This article is a bit technical, but worth reading in my opinion.
Throughout the coronavirus 2019 (COVID-19) crisis, much attention has been devoted to the fraught question of how to allocate intensive care unit (ICU) beds and mechanical ventilators if the supply of these resources is insufficient to provide them to all patients considered to be in need.
Contemplating such tragic choices naturally conjures thoughts that we might have avoided these dilemmas by rapidly manufacturing new beds and ventilators at the first sign of a looming pandemic, or by rapidly converting existing beds and machines such that they could be used to expand the supply of critical care resources.
These ideas stem from the natural human heuristic and conventional clinical ethos to mount unstinting effort toward saving the lives of those who fall ill. These views are also psychologically reinforced by the instinct to deploy aggressive medical technology to win the “war” against the pandemic.
Indeed, the instinct to save the lives of the desperately ill, which exemplifies the “rule of rescue” (1), is so intuitively powerful as to make it hard for humans to even consider competing approaches.
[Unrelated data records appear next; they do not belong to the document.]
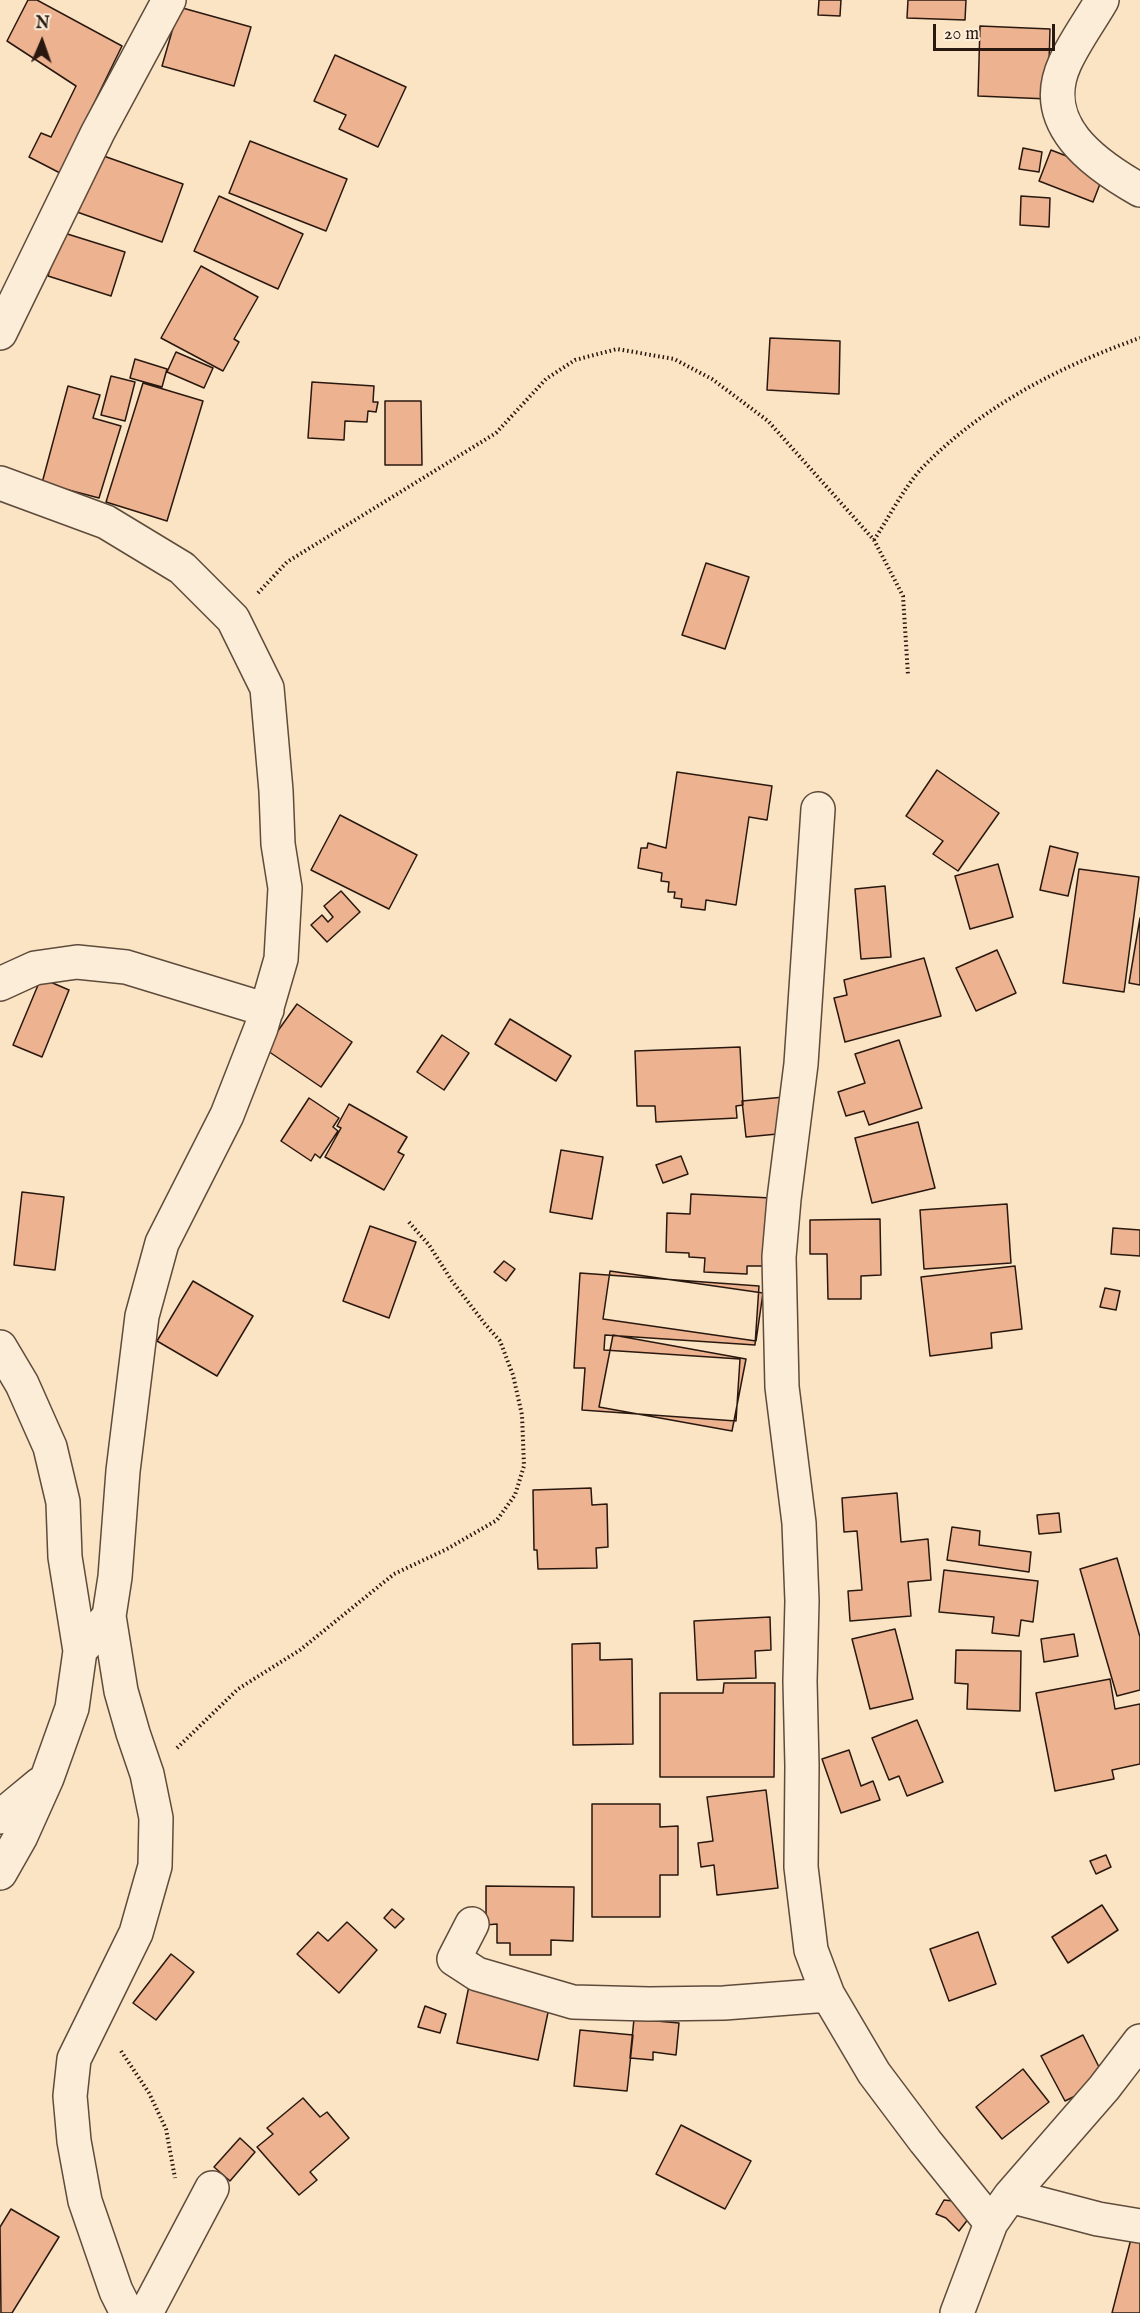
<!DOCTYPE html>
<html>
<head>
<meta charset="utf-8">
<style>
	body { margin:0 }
	#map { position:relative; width:1140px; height:2313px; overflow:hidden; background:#fbe4c3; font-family:"IM FELL English",serif }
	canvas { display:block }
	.north { position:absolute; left:12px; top:12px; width:60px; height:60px; -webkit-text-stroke:4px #fcedd8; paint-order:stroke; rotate:2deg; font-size:16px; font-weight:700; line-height:24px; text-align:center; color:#29180f }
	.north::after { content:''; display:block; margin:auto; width:21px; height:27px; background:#29180f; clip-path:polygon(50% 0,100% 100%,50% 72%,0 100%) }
	.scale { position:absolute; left:933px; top:24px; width:122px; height:27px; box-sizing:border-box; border:3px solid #29180f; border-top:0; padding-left:8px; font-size:18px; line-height:21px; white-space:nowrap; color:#29180f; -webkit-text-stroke:4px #fcedd8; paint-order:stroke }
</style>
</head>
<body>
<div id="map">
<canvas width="1140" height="2313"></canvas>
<div class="north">N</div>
<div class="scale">20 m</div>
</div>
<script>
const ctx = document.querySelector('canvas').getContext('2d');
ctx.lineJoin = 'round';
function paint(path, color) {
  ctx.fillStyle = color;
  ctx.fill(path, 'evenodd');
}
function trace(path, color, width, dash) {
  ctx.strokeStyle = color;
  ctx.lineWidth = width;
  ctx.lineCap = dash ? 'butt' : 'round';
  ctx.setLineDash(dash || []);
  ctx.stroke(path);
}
const building = new Path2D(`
	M28,0H37L122,46L60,173L29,157L41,133L51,137L76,86L7,41Z
	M819,0H841L840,16L818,15Z
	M908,0H966L965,20L907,18Z
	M179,7L251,27L234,86L162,66Z
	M980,26L1050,29L1048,99L978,96Z
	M335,55L406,87L378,147L339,129L346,115L314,101Z
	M250,141L347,179L326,231L229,193Z
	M1023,148L1042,152L1039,172L1019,169Z
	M1051,150L1105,171L1093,202L1039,181Z
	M98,154L183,184L162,242L77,212Z
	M219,196L303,234L278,289L194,251Z
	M1021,196L1050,198L1049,227L1020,225Z
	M61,232L125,252L111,296L48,276Z
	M201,266L258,297L234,339L239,342L223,371L161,338Z
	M770,338L840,341L839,394L767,390Z
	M176,352L213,368L204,388L167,372Z
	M135,359L167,369L162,387L130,378Z
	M111,376L135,382L125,421L101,415Z
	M312,382L374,386L373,402H378L376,412L368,411L367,422L345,421L344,440L308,438Z
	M143,383L203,401L167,521L106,502Z
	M68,386L100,395L93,418L121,426L99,498L42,483Z
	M385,401H421L422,465H385Z
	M706,563L749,577L725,649L682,635Z
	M937,770L999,813L958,871L933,854L943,841L906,816Z
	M677,772L772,786L767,820L749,817L736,905L706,900L705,910L681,907L682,899L674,898L675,892H668L669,882L661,881L662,873L638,868L641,848H647L648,843L666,848Z
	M340,815L417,855L389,909L311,870Z
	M1050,846L1078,853L1068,896L1040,890Z
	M998,864L1013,917L970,929L955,876Z
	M1079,869L1139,877L1124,992L1063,983Z
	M885,886L891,957L861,959L855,889Z
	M341,891L360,912L327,942L311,925L322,915L328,922L333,917L324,906Z
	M1140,918V985L1129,983Z
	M997,950L1016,993L976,1011L956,968Z
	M924,958L941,1016L845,1042L834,998L847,995L844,980Z
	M41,978L69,990L42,1057L13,1045Z
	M297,1004L352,1042L321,1087L265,1049Z
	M510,1019L571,1056L556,1081L495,1044Z
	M442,1035L469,1053L444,1090L417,1072Z
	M899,1040L922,1108L869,1125L864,1111L846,1116L838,1092L865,1083L855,1054Z
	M740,1047L743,1105L736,1106L737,1118L656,1122L655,1106H637L635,1051Z
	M784,1097L788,1133L746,1137L742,1101Z
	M309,1098L339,1118L333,1127L338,1131L320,1158L315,1154L311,1161L281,1141Z
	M349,1104L407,1137L398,1152L404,1155L384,1190L325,1157L341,1128L337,1126Z
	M918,1122L935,1188L872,1203L855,1138Z
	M561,1150L603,1157L592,1219L550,1212Z
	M681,1156L688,1174L663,1183L656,1165Z
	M22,1192L64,1197L55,1270L14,1265Z
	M691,1194L771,1198L769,1266H747V1274L704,1272L705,1258L689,1257V1253L666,1252L667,1213L690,1214Z
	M1007,1204L1011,1263L924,1269L920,1210Z
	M880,1219L881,1275L861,1276V1299H828L827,1254H810V1220Z
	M370,1226L416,1242L389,1318L343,1301Z
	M1113,1228L1140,1230V1256L1111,1254Z
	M504,1261L515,1269L506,1281L494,1272Z
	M1015,1266L1022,1329L991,1333L992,1348L930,1356L921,1277Z
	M610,1271L763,1293L756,1341L603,1319Z
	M580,1273L759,1286L755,1345L605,1335L604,1350L740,1359L736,1421L582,1410L585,1368H574Z
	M193,1281L253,1316L217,1376L157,1341Z
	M1105,1288L1120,1291L1116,1310L1100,1307Z
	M613,1335L746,1359L732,1431L599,1407Z
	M591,1488L592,1505L607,1504L608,1547L596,1548L597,1568L538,1569L537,1550H534L533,1490Z
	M897,1493L901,1542L928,1539L931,1580L908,1582L911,1616L850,1621L848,1591L862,1590L857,1531L844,1532L842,1498Z
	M1059,1513L1061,1532L1039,1534L1037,1515Z
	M952,1527L980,1531L979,1545L1031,1552L1029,1572L947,1560Z
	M1117,1558L1140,1637V1690L1117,1696L1080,1569Z
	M944,1570L1038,1581L1033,1622L1021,1620L1019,1636L992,1633L994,1617L939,1612Z
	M770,1617L771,1650L755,1651L756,1678L697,1680L694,1621Z
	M895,1629L913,1699L870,1709L852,1639Z
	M1074,1634L1078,1656L1044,1662L1041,1639Z
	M600,1643V1660L632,1659L633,1744L573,1745L572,1644Z
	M956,1650L1021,1651L1020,1711L967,1709L968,1684L955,1683Z
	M1110,1679L1115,1709L1140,1704V1764L1112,1770L1114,1779L1055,1791L1036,1693Z
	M724,1683H775L774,1777H660V1693H723Z
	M917,1720L943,1782L907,1796L899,1776L889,1780L872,1738Z
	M849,1750L861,1786L873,1781L880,1800L841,1813L822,1759Z
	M766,1790L778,1888L717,1895L714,1865L701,1867L698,1843L713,1841L707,1797Z
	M592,1804H660V1827L678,1826V1875H660V1917H592Z
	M1106,1855L1111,1867L1096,1874L1090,1861Z
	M486,1886L574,1887L573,1941L551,1940V1955H510V1943H497V1924L486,1925Z
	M1102,1905L1118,1930L1068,1963L1052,1937Z
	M392,1909L404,1919L395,1928L384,1918Z
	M347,1922L377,1950L339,1993L297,1954L318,1932L328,1941Z
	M978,1932L996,1984L949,2001L930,1949Z
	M171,1954L194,1972L156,2020L133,2003Z
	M469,1986L550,2003L538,2060L457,2043Z
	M425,2006L446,2014L440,2033L418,2027Z
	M634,2019L679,2023L676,2055L653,2052V2060L630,2058Z
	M580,2030L633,2035L627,2091L574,2086Z
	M1083,2035L1106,2081L1065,2101L1041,2056Z
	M1023,2069L1049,2102L1002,2139L976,2107Z
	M303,2098L320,2117L327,2112L349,2138L310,2172L317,2180L299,2195L257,2147L273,2134L267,2128Z
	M681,2125L751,2161L725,2209L656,2174Z
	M240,2138L255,2152L230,2181L214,2167Z
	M944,2200L953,2201L969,2218L959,2231L946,2218L936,2214Z
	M11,2209L59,2237L12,2313H1L0,2227Z
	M1132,2235L1140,2237V2313H1112Z`);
paint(building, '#edb290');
trace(building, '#29180f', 1.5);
const street = new Path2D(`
	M1102,0C1090,21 1075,41 1065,63C1037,124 1094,164 1140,190
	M0,333L98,132L169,0
	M0,483L106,522L182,568L233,619L267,688L276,791L278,844L285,888L281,959L261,1028L227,1115L162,1243L142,1316L123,1471L115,1577L109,1616L80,1651L72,1708L47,1778L21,1836L0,1873
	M818,809L801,1064L784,1199L779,1257L782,1387L799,1523L802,1601L800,1681L802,1766L801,1867L811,1950L828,1995L874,2073L925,2141L991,2223
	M0,984L35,968L77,962L126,967L267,1010
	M0,1347L22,1384L50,1447L63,1502L65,1557L80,1651
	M109,1616L121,1691L133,1733L147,1774L156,1818L155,1866L136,1933L74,2059L70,2096L74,2141L85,2201L116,2291L127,2313
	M0,1817L40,1784
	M472,1924L454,1959L477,1974L573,2002L649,2004L724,2003L828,1995
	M1010,2196L1098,2219L1140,2226
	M146,2313L212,2188
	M957,2313L991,2223L1010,2196L1104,2088L1140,2041`);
trace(street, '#5e4b3c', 36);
trace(new Path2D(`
	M874,540C888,519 905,486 922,468C981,407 1060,366 1140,338
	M258,593L287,562L496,433L546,379L575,360L617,349L674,359L712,379L768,421L874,540L903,596L908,675
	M177,1748L238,1689L300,1650L394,1574L447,1549L497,1520L515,1495L524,1466L522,1415L513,1375L500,1341L485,1324L452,1281L429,1245L407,1220
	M121,2051L149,2093L166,2129L175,2178`), '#29180f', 4, [1.5, 3]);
trace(street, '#fcedd8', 33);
</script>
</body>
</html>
No one would condone a response to the COVID-19 pandemic that did not include using the nation’s full supply of critical care resources.
However, the drive to build even more beds and ventilators will do more to assuage public anxiety and outrage than to reduce overall mortality, owing to both the poor outcomes among patients with COVID-19 receiving mechanical ventilation and the diversion of clinical workforces.
We argue that supply-side investments in critical care in the midst of the pandemic would not substantially improve population health in the short term and would worsen it in the long term. As psychologically disruptive as it may be to consider not expanding the critical care supply, such expansions would magnify the already considerable skew of U.S. health care toward intensive care.
We further argue that even modest improvements in public health measures, such as physical distancing (which might be promoted by infomercials featuring sports or movie stars) and training more health care workers to become expert in serious illness communication, would be more effective than investments in critical care for improving short-term population health.
Before COVID-19, the United States had more ICU beds and ventilators per capita than nearly any other country (2). Indeed, an assessment of ICU occupancy and ventilator use revealed that during noncrisis times, the United States has a glut of critical care resources. In any given hour, only two thirds of ICU beds are occupied and only one third are occupied by patients receiving mechanical ventilation (3). Although these numbers have been starkly different during the COVID-19 crisis, they highlight our substantial existing capacity to care for those most likely to benefit from critical care.